Terrace city council voted last night to withhold a letter of support for pipeline developer TransCanada until after a meeting with the provincial government next week concerning a revenue sharing agreement with northern local governments.
TransCanada official Dave Kmet, who is working on one of two company northern natural gas pipeline projects, told council he is trying to raise a message of support from municipalities to counter the controversial and negative press generated by protests and opposition to projects.
“We have already received support letters from communities in Vanderhoof, Houston, Fraser Lake, Chetwynd, and Burns Lake,” he told council.
Kmet highlighted the employment the activity of his company has brought to the area with environmental and other work over the last three years, but noted that “to other places that are not in north central BC…the only thing you see is controversy.”

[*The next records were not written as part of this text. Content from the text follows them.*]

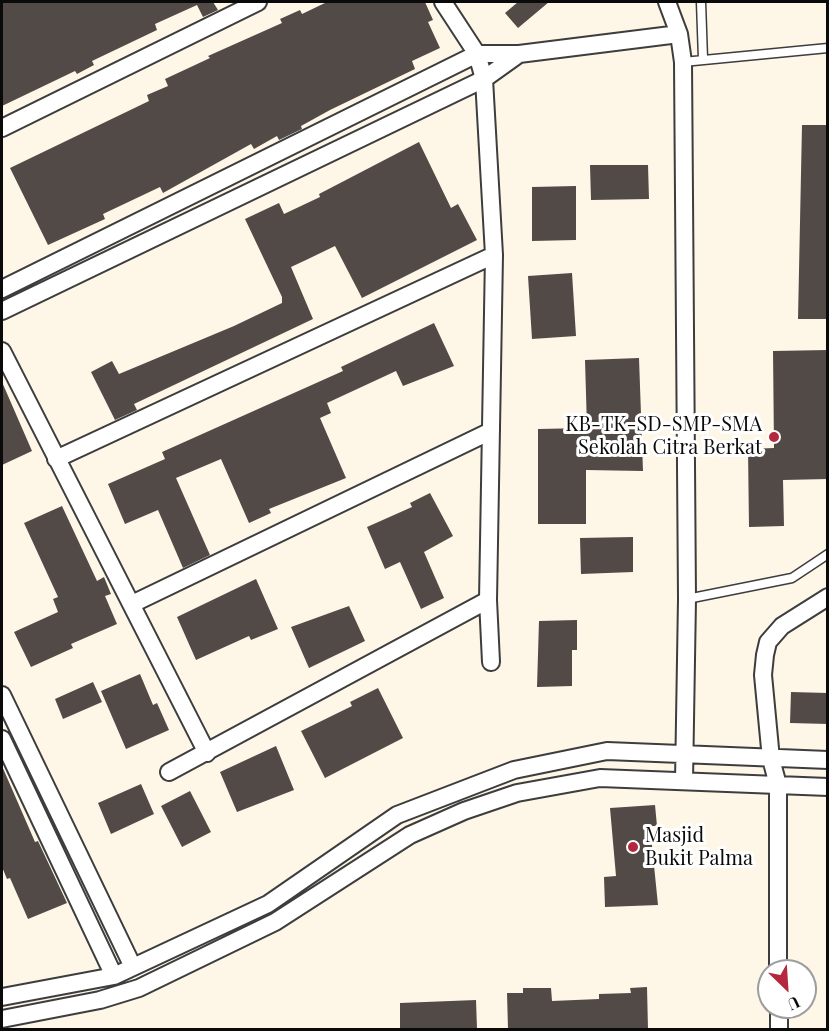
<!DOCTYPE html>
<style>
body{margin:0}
#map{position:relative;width:829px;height:1031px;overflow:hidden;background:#fef7e7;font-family:"Playfair Display",serif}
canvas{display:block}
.frame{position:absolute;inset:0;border:3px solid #0a0a0a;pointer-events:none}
.north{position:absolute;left:757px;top:959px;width:60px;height:60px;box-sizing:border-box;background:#fff;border:2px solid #9d9d9d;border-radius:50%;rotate:155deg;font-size:16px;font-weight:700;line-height:24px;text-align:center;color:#0a0a0a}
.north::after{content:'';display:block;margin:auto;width:21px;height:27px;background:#b4273e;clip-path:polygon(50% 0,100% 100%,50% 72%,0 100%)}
</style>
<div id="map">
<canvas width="829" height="1031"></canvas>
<div class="frame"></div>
<div class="north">U</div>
</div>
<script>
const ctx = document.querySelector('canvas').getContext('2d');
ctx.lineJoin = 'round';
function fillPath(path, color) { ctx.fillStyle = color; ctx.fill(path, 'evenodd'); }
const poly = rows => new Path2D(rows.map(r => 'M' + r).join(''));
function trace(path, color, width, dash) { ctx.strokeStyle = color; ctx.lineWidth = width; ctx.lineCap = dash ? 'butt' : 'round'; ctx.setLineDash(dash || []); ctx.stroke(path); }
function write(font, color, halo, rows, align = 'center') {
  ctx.font = font + ' "Playfair Display",serif'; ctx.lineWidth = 6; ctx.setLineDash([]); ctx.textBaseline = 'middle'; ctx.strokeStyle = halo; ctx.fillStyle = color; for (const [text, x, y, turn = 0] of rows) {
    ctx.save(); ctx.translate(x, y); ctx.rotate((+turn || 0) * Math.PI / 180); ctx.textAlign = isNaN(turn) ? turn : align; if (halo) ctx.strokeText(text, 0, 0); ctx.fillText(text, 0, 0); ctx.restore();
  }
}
fillPath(poly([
 [2,2,213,2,218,10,203,17,197,5,155,24,157,30,92,61,94,65,77,74,75,71,2,106],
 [327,2,425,2,433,20,428,22,440,48,412,61,415,69,330,110,301,126,302,129,279,140,277,136,254,149,251,144,163,193,160,187,103,214,105,219,48,245,10,168,149,101,147,95,168,86,165,79,210,58,208,56,282,23,280,19,300,10,302,14],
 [518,2,549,2,518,28,505,13],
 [802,125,828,125,828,319,798,319],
 [419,142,451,208,458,204,477,240,362,298,335,246,306,260,291,267,313,319,134,404,137,410,115,420,91,372,112,361,119,374,234,326,282,303,282,297,245,219,279,203,284,214,320,197,319,194],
 [590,165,648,165,649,199,591,200],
 [576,186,576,240,532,241,532,187],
 [572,273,576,336,532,339,528,276],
 [434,323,454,366,403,386,396,371,327,403,331,413,320,418,346,478,269,509,271,513,249,523,221,459,176,478,210,555,183,568,158,510,125,524,108,484,165,459,162,452,343,371,341,367],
 [828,350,828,479,783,480,784,526,749,527,748,449,774,448,773,351],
 [639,358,643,471,586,470,586,524,538,524,538,429,587,428,585,360],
 [2,382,32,451,2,465],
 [430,493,453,536,424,552,444,598,421,609,400,562,385,569,367,527,412,507,410,503],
 [62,506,97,581,104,577,111,594,105,596,117,624,71,644,73,648,31,667,14,632,58,612,53,599,58,597,24,523],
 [633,537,633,572,581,574,580,538],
 [256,579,278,629,251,640,249,636,196,660,177,617],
 [349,606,365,641,309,668,291,627],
 [577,620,577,650,572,650,572,686,537,687,539,621],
 [140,674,153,705,157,703,169,730,126,749,101,691],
 [93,682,102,702,63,719,55,699],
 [378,688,403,738,325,778,301,731,352,706,350,702],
 [791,692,828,693,828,724,790,723],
 [276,746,294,790,237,812,220,772],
 [2,766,35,842,38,841,67,903,28,919,10,878,7,879,2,867],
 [141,784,154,814,111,834,98,803],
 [190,791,211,832,182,847,161,806],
 [655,805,657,826,650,826,658,905,605,907,604,877,616,876,610,808],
 [647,987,648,1029,508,1029,507,993,523,993,523,988,551,988,552,1001,599,999,599,994,631,993,630,988],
 [476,1000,477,1029,400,1029,400,1003]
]), '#524a47');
const service = poly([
 [701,2,703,59],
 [683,62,828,48],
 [687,599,792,578,828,554]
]);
const minor = poly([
 [443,2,477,54,484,79,494,255,488,600,491,662],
 [667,2,679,34,683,62,687,599,684,781],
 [2,128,258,2],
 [2,289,477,54,519,54,679,34],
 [2,311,484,79,519,54],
 [2,351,207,753],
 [56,459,494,255],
 [132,604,491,431],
 [2,695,133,967],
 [2,739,114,976],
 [169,772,488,600],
 [778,971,778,785,771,759,763,675,765,655,768,642,782,626,828,597],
 [2,997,114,976,268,904,397,815,514,770,607,751,828,760],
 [779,1007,779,1030],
 [2,1019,100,1000,139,988,275,922,410,835,464,811,517,793,600,778,828,787]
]);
trace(service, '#3d3d3d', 11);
trace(minor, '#3d3d3d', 20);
trace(service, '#fff', 8);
trace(minor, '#fff', 16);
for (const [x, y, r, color] of [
 [774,437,6,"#b4273e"],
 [633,847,6,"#b4273e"]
]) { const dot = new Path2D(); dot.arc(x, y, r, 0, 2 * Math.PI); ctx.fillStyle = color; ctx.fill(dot); trace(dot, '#fff', 2); }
write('20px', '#0a0a0a', '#fff', [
 ["KB-TK-SD-SMP-SMA",762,425],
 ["Sekolah Citra Berkat",762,448],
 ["Masjid",645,836,"left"],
 ["Bukit Palma",645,859,"left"]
], 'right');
</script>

He said having support statements from communities helps the company make a more convincing case to investors that they should back the company with the billions necessary to get up and running.
TransCanada is anticipating a final investment decision by LNG Canada early next year to build a liquefied natural gas plant at Kitimat and TransCanada’s Coastal GasLink pipeline would feed that plant.
The company’s other northern gas pipeline, Prince Rupert Gas Transmission, would feed the planned Petronas Pacific NorthWest liquefied natural gas plant on Lelu Island near Prince Rupert.
Kmet’s request was put on hold when councilor James Cordeiro moved that any such letter should first wait until northern local governments meet with provincial officials next week to press their case for a share of the taxation revenues that would flow to the province from liquefied natural gas and other developments.
Cordeiro’s motion was supported by every councillor except Brian Downie.
“We should defer writing a letter of support until after that meeting,” said Cordeiro.
After the council meeting, Mayor Carol Leclerc called it a tactical move:
“We have not had any firm commitment from the province on our request for the Northwest B.C. Resource Benefits Alliance. This is a strategic move to hold the province’s feet to the fire.”
A revenue sharing agreement would bring a percentage of royalties from all industrial activity back to northern communities, and 21 municipalities and regional districts from Haida Gwaii to Vanderhoof have signed on under an umbrella organization called the Northwest B.C. Resource Benefits Alliance.
Downie voted against the motion to hold off support of TransCanada’s projects, saying it sends mixed messages.
“The motion contradicts positions this council has taken in the past,” he said. “I don’t think that’s fair to the project or the citizens of Terrace to play politics with two projects as serious and significant as these projects are.”
But councillor Stacey Tyers, who is also the chair of the Kitimat-Stikine regional district and the chair of the benefits alliance, said Downie was incorrect in his assessment.
“We have supported projects, and supported projects under the promise from the premier that our communities would see benefits from those projects, and by leaping ahead to writing letters of support before those commitments have come into place, that is doing our communities a disservice. We are here to represent our communities and our citizens, not independent projects,” she said.
As to whether TransCanada supports a revenue sharing agreement, Kmet said that his company encourages the province and the local governments to figure out any such agreement between themselves.